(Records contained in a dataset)
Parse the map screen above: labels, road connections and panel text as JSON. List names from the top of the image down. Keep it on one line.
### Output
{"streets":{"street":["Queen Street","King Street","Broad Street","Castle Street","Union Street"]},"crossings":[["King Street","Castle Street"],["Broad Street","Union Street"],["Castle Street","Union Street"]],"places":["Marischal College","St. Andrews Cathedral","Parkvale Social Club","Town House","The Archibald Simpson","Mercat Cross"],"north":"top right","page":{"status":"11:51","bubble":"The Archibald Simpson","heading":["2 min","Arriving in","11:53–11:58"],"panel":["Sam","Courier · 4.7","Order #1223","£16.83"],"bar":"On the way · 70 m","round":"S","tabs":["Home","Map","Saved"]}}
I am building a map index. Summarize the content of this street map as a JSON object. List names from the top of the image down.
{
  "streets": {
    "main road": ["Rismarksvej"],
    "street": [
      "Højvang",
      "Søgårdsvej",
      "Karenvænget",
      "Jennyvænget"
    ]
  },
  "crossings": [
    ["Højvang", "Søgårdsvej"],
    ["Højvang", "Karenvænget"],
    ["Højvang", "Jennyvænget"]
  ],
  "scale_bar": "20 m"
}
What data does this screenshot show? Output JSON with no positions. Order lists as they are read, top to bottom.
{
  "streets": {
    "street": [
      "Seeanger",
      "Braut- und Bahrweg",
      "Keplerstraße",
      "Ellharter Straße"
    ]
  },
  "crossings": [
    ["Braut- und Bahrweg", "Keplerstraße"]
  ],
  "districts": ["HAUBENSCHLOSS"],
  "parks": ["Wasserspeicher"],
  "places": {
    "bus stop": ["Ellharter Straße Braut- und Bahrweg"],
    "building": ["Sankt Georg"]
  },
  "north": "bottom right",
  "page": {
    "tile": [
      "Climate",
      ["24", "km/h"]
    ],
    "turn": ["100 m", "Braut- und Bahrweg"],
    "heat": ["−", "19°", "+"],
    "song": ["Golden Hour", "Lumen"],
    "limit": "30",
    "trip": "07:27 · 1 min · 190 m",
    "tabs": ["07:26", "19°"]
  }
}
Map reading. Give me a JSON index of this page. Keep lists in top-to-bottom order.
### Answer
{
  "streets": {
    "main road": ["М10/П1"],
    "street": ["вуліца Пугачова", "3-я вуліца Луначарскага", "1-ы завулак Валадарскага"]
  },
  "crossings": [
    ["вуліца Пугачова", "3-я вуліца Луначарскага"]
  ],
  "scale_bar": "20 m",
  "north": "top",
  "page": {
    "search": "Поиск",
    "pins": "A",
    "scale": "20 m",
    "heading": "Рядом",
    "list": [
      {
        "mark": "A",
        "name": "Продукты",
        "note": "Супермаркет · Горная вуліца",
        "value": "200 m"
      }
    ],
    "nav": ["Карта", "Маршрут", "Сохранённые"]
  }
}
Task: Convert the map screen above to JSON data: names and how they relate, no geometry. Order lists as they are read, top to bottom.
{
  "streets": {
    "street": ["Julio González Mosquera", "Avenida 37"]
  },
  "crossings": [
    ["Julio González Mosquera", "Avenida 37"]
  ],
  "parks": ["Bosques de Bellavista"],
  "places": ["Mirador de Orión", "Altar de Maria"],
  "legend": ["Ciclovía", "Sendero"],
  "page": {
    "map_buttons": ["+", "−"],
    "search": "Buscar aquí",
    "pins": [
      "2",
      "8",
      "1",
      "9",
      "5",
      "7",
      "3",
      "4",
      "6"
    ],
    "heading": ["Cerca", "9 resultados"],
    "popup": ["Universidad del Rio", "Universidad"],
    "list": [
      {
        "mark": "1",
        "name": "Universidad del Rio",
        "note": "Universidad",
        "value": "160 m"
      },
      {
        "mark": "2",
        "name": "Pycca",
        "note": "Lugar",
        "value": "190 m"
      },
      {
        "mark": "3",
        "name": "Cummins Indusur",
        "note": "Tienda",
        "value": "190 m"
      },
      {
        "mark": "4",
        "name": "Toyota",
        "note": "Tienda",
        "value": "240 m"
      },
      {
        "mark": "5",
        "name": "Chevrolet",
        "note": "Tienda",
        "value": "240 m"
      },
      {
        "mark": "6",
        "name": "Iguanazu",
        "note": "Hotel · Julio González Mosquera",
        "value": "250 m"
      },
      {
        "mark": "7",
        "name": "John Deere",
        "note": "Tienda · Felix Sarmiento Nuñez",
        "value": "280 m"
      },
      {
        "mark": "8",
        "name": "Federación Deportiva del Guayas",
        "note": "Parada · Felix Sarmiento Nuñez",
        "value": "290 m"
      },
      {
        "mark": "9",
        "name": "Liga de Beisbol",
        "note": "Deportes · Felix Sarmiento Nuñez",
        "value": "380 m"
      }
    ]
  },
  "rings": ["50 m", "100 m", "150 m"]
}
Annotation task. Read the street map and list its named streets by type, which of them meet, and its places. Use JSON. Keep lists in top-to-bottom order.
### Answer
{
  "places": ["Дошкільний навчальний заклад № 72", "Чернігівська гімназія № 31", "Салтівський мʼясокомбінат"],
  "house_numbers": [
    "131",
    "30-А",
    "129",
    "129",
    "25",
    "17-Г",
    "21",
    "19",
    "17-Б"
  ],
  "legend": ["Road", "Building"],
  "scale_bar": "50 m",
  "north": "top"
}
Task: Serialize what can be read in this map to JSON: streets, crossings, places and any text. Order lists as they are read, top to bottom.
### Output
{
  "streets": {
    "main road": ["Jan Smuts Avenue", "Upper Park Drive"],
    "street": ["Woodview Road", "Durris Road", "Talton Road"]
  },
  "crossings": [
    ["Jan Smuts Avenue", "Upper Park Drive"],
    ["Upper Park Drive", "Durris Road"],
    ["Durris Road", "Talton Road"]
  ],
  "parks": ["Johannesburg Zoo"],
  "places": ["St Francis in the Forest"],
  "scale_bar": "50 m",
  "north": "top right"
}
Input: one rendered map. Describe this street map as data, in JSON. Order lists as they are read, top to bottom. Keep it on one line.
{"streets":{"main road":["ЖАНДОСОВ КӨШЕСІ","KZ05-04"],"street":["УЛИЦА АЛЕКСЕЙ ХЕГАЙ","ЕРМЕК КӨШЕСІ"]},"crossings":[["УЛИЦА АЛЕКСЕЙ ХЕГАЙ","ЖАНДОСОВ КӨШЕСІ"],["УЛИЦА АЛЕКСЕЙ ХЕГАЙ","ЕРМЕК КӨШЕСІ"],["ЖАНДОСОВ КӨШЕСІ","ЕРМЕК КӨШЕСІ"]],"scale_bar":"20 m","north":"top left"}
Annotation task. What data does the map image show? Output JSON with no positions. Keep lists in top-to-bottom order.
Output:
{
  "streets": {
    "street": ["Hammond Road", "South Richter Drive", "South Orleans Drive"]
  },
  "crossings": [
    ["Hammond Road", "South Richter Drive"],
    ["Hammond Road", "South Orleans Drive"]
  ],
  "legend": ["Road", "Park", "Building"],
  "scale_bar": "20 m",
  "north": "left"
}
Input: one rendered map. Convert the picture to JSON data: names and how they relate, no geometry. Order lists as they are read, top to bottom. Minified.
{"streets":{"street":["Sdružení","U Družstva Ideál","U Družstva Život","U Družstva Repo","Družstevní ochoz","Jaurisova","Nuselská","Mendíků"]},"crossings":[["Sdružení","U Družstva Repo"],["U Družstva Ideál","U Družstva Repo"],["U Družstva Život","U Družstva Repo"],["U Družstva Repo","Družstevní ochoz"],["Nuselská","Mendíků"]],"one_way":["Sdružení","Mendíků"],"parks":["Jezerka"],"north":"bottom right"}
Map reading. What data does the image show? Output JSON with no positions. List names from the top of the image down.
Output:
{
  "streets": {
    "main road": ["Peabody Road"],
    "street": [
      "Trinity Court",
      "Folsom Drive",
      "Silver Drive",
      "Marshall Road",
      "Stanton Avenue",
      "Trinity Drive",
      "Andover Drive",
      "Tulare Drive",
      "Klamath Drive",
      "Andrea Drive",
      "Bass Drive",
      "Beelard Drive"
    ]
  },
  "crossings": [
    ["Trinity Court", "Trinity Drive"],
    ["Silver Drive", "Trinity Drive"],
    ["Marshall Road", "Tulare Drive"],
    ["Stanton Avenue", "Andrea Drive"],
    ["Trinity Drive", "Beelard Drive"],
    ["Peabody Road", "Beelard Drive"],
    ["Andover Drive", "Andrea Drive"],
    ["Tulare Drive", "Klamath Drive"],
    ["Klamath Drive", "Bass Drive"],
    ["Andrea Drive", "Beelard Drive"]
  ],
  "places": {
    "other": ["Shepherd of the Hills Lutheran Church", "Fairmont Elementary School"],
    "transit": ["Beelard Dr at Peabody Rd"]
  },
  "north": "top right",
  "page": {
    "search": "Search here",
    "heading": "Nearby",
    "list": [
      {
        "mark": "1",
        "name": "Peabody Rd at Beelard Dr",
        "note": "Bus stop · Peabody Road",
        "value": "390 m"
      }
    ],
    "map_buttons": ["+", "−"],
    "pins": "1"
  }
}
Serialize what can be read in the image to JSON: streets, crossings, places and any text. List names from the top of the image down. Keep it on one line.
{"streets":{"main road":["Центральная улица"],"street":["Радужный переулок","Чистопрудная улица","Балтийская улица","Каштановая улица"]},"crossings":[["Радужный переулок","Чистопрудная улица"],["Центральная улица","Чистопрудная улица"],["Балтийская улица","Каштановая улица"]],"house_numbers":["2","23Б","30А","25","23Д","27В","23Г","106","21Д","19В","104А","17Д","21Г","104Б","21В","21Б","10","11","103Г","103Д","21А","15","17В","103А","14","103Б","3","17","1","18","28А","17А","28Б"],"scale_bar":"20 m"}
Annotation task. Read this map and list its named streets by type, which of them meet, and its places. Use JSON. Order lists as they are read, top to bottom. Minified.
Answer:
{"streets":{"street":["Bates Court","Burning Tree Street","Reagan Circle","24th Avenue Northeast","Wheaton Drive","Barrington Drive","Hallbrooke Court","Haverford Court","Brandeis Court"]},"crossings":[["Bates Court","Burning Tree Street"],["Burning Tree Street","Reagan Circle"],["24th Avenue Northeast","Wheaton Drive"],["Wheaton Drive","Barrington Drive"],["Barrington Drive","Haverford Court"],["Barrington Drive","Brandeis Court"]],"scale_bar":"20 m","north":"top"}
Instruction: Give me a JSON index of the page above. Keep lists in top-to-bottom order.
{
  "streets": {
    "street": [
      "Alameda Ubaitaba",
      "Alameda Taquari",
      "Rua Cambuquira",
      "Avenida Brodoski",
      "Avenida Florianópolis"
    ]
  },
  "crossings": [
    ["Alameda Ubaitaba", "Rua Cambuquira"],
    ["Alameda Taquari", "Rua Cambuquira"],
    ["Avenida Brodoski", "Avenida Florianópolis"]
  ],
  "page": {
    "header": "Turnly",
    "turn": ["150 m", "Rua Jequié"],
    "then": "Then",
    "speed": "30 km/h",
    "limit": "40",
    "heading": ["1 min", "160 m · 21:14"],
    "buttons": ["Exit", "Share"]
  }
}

## TO DO
Find "named" in the preceding records. Copy each line that holds it.

## FINAL ANSWER
Annotation task. Read the street map and list its named streets by type, which of them meet, and its places. Use JSON. Keep lists in top-to-bottom order.
Annotation task. Read this map and list its named streets by type, which of them meet, and its places. Use JSON. Order lists as they are read, top to bottom. Minified.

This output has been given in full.